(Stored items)
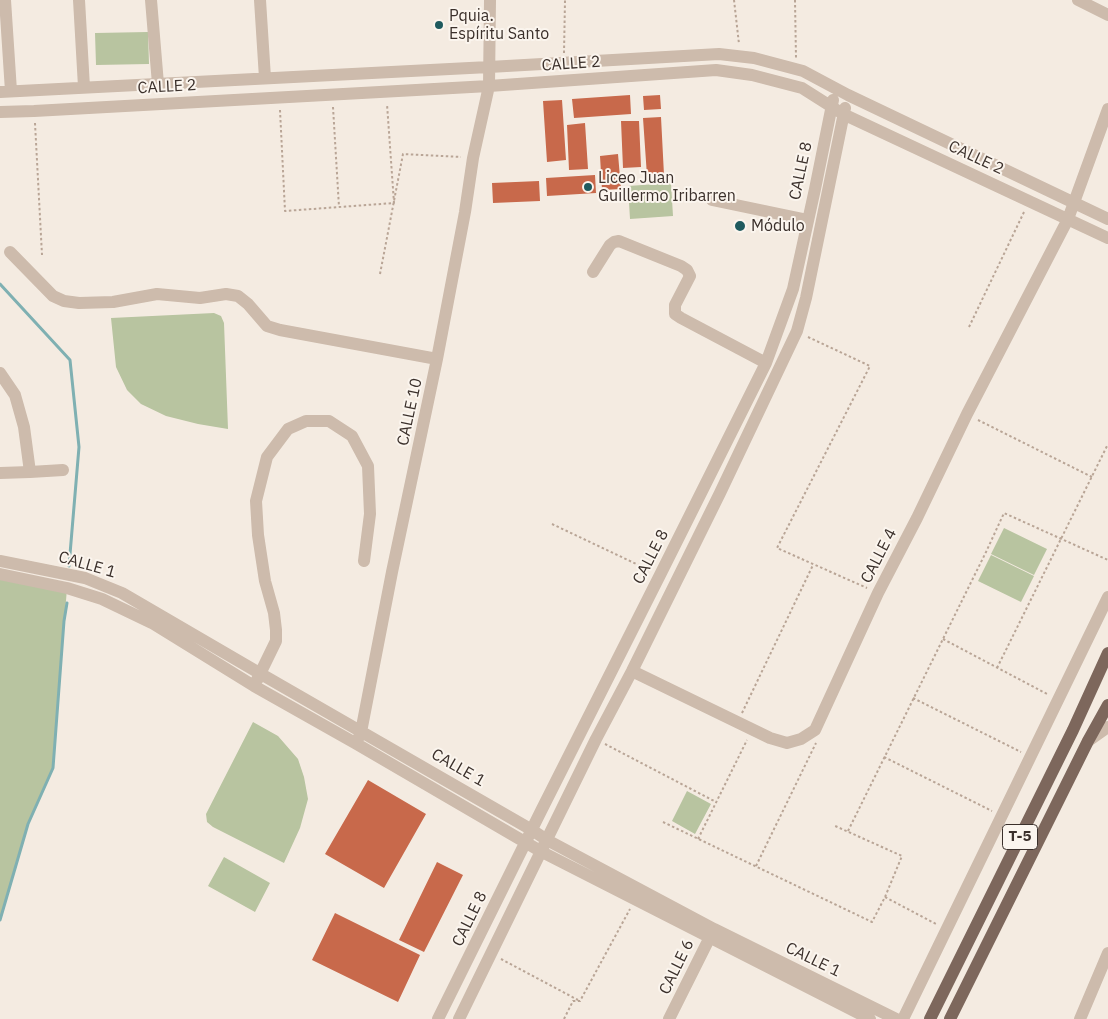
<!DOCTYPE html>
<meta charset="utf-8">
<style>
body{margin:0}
canvas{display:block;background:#f4ebe1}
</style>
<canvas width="1108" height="1019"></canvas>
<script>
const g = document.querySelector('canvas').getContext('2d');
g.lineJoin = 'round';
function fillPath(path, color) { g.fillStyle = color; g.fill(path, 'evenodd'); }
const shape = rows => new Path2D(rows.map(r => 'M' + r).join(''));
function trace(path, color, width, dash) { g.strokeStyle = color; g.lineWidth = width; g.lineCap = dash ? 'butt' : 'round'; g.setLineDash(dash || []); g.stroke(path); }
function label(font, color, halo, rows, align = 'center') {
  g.font = font + ' "IBM Plex Sans",sans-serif'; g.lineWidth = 4; g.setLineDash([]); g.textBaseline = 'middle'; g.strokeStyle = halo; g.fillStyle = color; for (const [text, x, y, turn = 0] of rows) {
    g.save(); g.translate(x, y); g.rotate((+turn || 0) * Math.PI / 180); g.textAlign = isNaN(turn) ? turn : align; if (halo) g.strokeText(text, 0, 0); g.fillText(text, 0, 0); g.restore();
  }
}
const green = shape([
 [148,32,149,64,96,65,95,33],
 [671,183,673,216,630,219,628,186],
 [214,313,221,316,224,323,228,429,198,424,166,416,141,404,127,390,116,367,111,318],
 [1004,528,1047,549,1034,575,991,554],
 [991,555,1034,576,1021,602,978,581],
 [0,574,67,588,53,768,28,824,0,917],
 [253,722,278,736,298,759,304,777,308,799,300,828,284,863,213,827,207,822,206,814],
 [687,791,711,804,695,834,672,821],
 [224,857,270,883,255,912,208,886]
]);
const stream = shape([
 [0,284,70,360,79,447,69,566],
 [0,920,28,824,53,768,64,621,67,603]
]);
const building = shape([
 [630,95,631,114,574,118,572,99],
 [660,95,661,109,644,110,643,96],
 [562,100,566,160,547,162,543,101],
 [661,117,664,175,647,176,643,118],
 [621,121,639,121,641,167,623,168],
 [585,123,588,169,569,170,567,125],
 [618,154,621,189,602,190,600,156],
 [595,175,596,193,547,196,546,178],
 [539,181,540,201,493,203,492,183],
 [368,780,426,814,384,888,325,854],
 [437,862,463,875,424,952,399,940],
 [335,913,420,955,398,1002,312,960]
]);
const path = shape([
 [734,0,739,44],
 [795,0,796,58],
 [564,53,565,0],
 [333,107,339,207],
 [280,110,285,211,394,203,387,104],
 [35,123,42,255],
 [380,274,403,154,461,157],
 [969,327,1024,212],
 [808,337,870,366,777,548,867,588],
 [978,420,1092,477],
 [552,524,649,570],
 [943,639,1049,695],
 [997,668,1108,444],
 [913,698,1021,752],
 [742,713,813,565],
 [605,744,716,802],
 [884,757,992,811],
 [663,822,872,922,885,897,902,856,833,825],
 [848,831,986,552,1004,513,1108,560],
 [698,839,747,740],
 [756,866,816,743],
 [885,897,936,924],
 [501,959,578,1000],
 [564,1019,573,1001,580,1001,630,909]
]);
const minor = shape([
 [5,0,11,91],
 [79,0,84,87],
 [151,0,158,84],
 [260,0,265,78],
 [1078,0,1108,15],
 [0,92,489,67,719,54,754,58,803,71,848,95,1108,219],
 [0,112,34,111,489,86,716,70,752,75,802,88,843,114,1108,238],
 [712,200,808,220],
 [10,252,53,296,64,301,79,303,113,302,157,294,200,298,226,294,238,296,248,304,267,326,280,330,437,359],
 [593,272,610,245,614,242,619,241,681,266,687,270,690,276,675,305,675,314,681,318,766,363],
 [0,373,15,395,24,427,30,472],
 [0,473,30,472,63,470],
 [0,561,85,578,122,593,261,674,532,830,547,840,714,929,896,1019],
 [0,574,67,588,102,599,152,623,254,686,355,743,542,852,870,1019],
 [632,671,770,738,787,743,801,739,815,730,878,593,917,518,967,414,1068,219,1108,109],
 [257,680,276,641,276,630,274,613,265,581,258,535,256,501,267,457,288,429,306,421,329,421,352,436,368,466,370,514,364,561],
 [358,739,361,732,392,572,437,359,465,212,473,158,489,86,490,0],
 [1088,741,1108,727],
 [438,1019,541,811,660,575,766,363,793,289,815,189,833,100],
 [459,1019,596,739,632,671,720,493,797,331,806,298,845,108],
 [669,1019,713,931],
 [903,1019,1108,597],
 [1080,1019,1108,953]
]);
const major = shape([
 [930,1019,1073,730,1108,653],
 [950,1019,1088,741,1108,705]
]);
const markers = [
 [439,25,5,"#1f5a5e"],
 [588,187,5,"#1f5a5e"],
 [740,226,6,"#1f5a5e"]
];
const shields = [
 [1020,837,35]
];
const shieldNames = [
 ["T-5",1020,837]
];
const poiNames = [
 ["Pquia.",449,16],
 ["Espíritu Santo",449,34],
 ["Liceo Juan",598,178],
 ["Guillermo Iribarren",598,196],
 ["Módulo",751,226]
];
const streetNames = [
 ["CALLE 2",571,64,-4],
 ["CALLE 2",167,87,-3],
 ["CALLE 2",976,158,25],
 ["CALLE 8",801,171,-78],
 ["CALLE 10",410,412,-78],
 ["CALLE 4",879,556,-63],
 ["CALLE 8",651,557,-63],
 ["CALLE 1",87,565,16],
 ["CALLE 1",458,768,30],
 ["CALLE 8",470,919,-64],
 ["CALLE 1",813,960,26],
 ["CALLE 6",677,967,-64]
];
fillPath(green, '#b8c4a0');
trace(stream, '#7fb0b2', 3);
fillPath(building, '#c8694b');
trace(path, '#b9a596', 2, [2.5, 2.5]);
trace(minor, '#cdbbac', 12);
trace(major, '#7d675c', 12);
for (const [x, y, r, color] of markers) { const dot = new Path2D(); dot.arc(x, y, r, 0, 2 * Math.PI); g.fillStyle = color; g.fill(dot); trace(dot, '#fbf5ee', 2); }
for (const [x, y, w] of shields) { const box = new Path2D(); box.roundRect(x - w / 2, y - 12.5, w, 25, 4); g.fillStyle = '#fbf5ee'; g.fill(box); trace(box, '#3b302b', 1); }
label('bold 15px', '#3b302b', null, shieldNames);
label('16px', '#3b302b', '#fbf5ee', poiNames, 'left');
label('16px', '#3b302b', '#fbf5ee', streetNames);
</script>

Work task:
Where a line of the records has the string "font", copy that line.

Exercise solution:
function label(font, color, halo, rows, align = 'center') {
  g.font = font + ' "IBM Plex Sans",sans-serif'; g.lineWidth = 4; g.setLineDash([]); g.textBaseline = 'middle'; g.strokeStyle = halo; g.fillStyle = color; for (const [text, x, y, turn = 0] of rows) {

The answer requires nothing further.